Away from the East Coast, gasoline inventories remain near the low end of the seasonal range for most markets according to the DOE’s weekly status report, and it’s no surprise to see premiums for CARBOB in California surge to close to $1/gallon premiums vs futures as those markets will continue trading 5.99lb RVP for a few more weeks even while the rest of the country shifts to winter grades. CARBOB differentials are still a far cry from the huge levels we saw last year that prompted a new state committee to monitor all trading activity, but there’s still time to see another big jump in values as summer barrels become scarce.  

The big surprise this week has come from the typically sleepy Group 3 market that saw gasoline differentials spike to $1/gallon premiums Thursday morning before trading around a 70-cent premium at days end.  A short squeeze on remaining summer gallons seems to be at play here with inventories on the Magellan system dropping nearly 1.5 million barrels (almost 20%) the past 2 weeks, and multiple refineries across the Midwest are preparing for planned fall maintenance, which takes incremental barrels off the market as well. Don’t worry about a gasoline shortage in the Midwest though, refiners continue to run at near-record rates, and we’ve already seen the EPA and state agencies issue RVP waivers in markets like Phoenix, El Paso and Florida in the past 2 weeks to deal with potential supply issues so a swipe of the pen could send those values tumbling in short order.

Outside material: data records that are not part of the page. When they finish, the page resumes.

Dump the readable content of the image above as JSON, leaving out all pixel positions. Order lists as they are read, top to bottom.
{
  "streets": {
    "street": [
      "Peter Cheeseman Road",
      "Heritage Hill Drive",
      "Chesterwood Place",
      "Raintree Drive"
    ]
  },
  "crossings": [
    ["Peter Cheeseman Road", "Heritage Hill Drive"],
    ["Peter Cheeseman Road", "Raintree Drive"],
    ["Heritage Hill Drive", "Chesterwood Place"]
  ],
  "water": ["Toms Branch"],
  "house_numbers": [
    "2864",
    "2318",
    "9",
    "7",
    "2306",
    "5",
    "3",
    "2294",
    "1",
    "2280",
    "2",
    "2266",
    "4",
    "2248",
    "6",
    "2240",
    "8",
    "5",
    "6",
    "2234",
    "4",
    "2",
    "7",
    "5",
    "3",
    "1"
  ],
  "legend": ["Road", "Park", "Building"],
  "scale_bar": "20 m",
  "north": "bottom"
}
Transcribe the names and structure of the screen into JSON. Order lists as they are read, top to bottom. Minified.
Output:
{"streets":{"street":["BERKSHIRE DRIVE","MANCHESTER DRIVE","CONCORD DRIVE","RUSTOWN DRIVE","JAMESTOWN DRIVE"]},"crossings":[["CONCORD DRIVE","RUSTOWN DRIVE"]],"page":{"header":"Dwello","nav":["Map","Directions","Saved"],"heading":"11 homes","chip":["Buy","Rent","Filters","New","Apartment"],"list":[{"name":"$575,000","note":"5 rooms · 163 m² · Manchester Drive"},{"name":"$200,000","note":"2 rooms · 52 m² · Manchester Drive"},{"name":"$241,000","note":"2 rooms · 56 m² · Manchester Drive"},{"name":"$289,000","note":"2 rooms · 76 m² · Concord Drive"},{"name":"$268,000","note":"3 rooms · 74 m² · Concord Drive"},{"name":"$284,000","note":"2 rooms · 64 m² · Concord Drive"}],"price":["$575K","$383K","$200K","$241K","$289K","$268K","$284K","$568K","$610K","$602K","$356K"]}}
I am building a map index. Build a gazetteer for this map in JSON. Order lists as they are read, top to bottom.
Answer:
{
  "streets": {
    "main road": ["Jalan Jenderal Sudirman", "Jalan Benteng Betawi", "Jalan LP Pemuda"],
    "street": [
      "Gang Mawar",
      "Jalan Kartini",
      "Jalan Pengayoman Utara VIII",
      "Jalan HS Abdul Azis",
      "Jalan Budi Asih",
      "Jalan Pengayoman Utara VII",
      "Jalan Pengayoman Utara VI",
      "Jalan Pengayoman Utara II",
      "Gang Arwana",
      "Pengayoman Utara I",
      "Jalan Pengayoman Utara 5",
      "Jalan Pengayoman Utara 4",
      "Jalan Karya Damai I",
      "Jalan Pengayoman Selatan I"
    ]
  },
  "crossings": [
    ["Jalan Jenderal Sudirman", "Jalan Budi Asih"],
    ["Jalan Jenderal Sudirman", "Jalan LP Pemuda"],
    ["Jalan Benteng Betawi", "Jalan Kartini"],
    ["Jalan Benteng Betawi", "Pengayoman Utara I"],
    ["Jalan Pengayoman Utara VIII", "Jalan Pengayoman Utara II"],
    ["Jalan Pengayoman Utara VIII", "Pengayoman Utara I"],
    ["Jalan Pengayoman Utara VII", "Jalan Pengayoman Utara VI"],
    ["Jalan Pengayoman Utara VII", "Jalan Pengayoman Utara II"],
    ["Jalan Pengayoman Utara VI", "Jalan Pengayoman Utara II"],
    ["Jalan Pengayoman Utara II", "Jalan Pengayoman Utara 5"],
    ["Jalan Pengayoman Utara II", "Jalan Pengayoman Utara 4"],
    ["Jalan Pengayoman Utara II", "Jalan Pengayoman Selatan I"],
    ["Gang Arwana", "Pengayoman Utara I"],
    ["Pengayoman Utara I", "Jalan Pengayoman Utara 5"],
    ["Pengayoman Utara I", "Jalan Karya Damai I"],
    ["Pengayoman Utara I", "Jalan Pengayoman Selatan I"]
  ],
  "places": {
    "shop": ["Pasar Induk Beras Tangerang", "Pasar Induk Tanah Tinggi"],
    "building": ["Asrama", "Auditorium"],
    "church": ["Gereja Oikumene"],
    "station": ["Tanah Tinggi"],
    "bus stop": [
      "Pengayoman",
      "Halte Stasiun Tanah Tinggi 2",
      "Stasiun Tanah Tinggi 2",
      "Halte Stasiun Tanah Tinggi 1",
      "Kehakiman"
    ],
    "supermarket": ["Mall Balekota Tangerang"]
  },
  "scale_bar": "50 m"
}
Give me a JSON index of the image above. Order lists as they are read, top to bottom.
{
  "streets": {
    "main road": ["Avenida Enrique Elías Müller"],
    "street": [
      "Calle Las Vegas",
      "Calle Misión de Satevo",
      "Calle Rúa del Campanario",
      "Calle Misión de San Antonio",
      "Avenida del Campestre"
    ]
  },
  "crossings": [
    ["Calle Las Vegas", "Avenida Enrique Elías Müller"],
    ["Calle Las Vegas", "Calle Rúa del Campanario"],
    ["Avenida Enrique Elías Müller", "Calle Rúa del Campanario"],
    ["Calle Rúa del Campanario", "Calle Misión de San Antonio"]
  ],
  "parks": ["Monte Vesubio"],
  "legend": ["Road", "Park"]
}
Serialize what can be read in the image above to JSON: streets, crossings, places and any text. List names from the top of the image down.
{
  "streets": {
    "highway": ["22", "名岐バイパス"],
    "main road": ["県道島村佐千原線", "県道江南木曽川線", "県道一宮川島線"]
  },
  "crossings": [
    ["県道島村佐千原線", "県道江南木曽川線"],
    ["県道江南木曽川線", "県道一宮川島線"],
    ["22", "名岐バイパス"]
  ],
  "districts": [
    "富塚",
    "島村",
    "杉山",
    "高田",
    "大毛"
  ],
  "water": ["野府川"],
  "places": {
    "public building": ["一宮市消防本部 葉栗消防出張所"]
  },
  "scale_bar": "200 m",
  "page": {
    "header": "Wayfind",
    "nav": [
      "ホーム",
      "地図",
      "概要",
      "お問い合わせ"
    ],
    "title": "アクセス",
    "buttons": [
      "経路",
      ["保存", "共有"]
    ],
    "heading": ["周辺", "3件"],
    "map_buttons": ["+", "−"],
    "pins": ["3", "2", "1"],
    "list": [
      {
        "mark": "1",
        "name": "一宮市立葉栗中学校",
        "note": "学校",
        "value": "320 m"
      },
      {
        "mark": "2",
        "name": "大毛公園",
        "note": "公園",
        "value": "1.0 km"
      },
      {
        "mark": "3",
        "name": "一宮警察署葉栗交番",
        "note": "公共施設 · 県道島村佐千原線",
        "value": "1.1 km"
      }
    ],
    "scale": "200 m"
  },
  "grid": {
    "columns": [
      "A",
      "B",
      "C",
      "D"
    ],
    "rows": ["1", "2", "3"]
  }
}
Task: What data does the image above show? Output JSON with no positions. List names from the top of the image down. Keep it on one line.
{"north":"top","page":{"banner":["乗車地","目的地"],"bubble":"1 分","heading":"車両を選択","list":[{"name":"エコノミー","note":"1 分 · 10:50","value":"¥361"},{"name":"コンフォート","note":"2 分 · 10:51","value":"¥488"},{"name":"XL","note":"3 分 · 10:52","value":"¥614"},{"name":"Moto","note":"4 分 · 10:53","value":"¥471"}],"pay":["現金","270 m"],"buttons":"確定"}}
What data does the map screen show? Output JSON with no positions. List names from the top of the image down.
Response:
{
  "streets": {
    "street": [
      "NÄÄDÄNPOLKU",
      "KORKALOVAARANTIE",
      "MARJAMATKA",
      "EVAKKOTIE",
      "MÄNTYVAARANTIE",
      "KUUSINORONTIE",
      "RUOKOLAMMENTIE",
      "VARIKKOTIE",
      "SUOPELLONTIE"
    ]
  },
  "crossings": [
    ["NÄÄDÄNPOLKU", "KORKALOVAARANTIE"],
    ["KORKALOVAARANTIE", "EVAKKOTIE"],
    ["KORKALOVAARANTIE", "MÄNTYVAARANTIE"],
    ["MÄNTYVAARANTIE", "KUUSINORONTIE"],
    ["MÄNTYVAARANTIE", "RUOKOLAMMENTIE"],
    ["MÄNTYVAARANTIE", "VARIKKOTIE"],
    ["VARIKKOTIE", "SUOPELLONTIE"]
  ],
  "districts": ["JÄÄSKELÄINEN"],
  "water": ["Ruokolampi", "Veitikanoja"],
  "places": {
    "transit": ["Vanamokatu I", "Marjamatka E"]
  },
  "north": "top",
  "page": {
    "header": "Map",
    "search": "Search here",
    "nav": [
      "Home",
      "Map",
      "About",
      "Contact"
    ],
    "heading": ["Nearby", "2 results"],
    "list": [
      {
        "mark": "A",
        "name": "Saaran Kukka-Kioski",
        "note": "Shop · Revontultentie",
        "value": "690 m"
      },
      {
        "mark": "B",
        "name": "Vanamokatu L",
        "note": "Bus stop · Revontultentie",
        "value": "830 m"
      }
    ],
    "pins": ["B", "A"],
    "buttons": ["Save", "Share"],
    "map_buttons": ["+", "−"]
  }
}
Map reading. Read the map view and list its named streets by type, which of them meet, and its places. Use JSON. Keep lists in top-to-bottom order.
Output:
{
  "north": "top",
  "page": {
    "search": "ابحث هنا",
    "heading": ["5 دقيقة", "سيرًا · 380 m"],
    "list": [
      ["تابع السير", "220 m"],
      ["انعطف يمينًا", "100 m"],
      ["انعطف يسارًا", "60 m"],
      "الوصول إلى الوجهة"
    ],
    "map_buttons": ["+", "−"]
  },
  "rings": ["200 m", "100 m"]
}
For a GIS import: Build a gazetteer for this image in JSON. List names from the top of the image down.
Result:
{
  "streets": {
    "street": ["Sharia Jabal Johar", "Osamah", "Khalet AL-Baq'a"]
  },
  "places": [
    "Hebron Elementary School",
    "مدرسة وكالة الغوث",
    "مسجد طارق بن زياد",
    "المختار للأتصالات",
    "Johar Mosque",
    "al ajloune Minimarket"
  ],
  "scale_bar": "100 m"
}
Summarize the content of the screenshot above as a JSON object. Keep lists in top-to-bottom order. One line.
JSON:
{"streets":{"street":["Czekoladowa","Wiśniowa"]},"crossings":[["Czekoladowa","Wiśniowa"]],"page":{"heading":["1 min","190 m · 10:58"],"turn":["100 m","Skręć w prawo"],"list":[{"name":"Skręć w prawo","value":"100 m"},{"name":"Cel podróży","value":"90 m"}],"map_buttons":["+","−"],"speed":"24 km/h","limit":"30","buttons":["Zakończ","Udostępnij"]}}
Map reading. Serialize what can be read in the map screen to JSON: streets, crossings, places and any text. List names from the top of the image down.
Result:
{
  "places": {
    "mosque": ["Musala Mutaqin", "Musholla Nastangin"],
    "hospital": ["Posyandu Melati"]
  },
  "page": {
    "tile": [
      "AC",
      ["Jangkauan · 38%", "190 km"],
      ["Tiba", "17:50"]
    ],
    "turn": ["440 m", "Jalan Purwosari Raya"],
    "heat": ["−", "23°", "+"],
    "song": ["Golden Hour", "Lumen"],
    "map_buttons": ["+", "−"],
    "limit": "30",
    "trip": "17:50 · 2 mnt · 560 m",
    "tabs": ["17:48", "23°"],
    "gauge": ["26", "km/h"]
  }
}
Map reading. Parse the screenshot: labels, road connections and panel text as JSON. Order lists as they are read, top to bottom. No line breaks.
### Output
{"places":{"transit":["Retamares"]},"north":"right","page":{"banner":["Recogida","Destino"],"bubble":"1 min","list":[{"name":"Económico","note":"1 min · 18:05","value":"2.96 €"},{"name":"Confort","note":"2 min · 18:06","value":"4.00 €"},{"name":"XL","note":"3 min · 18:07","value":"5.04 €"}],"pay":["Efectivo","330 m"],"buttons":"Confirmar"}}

So far the threat of rolling blackouts in Texas does not appear to be causing refinery disruptions, with the only new report to TCEQ yesterday coming from the Valero McKee facility that experienced a hiccup while trying to restart one of its units that’s been offline for several weeks. Extreme heat has impacted several facilities over the past couple of months and capped output, but relief is on the way with a 30-degree temperature drop in the forecast next week, without even needing a hurricane to cool things down.

Tropical Storm Margot has formed behind Lee and is forecast to become a hurricane next week but will stay far out to sea in the Atlantic and not threaten land.

Click here to download a PDF of today's TACenergy Market Talk, including all charts from the Weekly DOE Report.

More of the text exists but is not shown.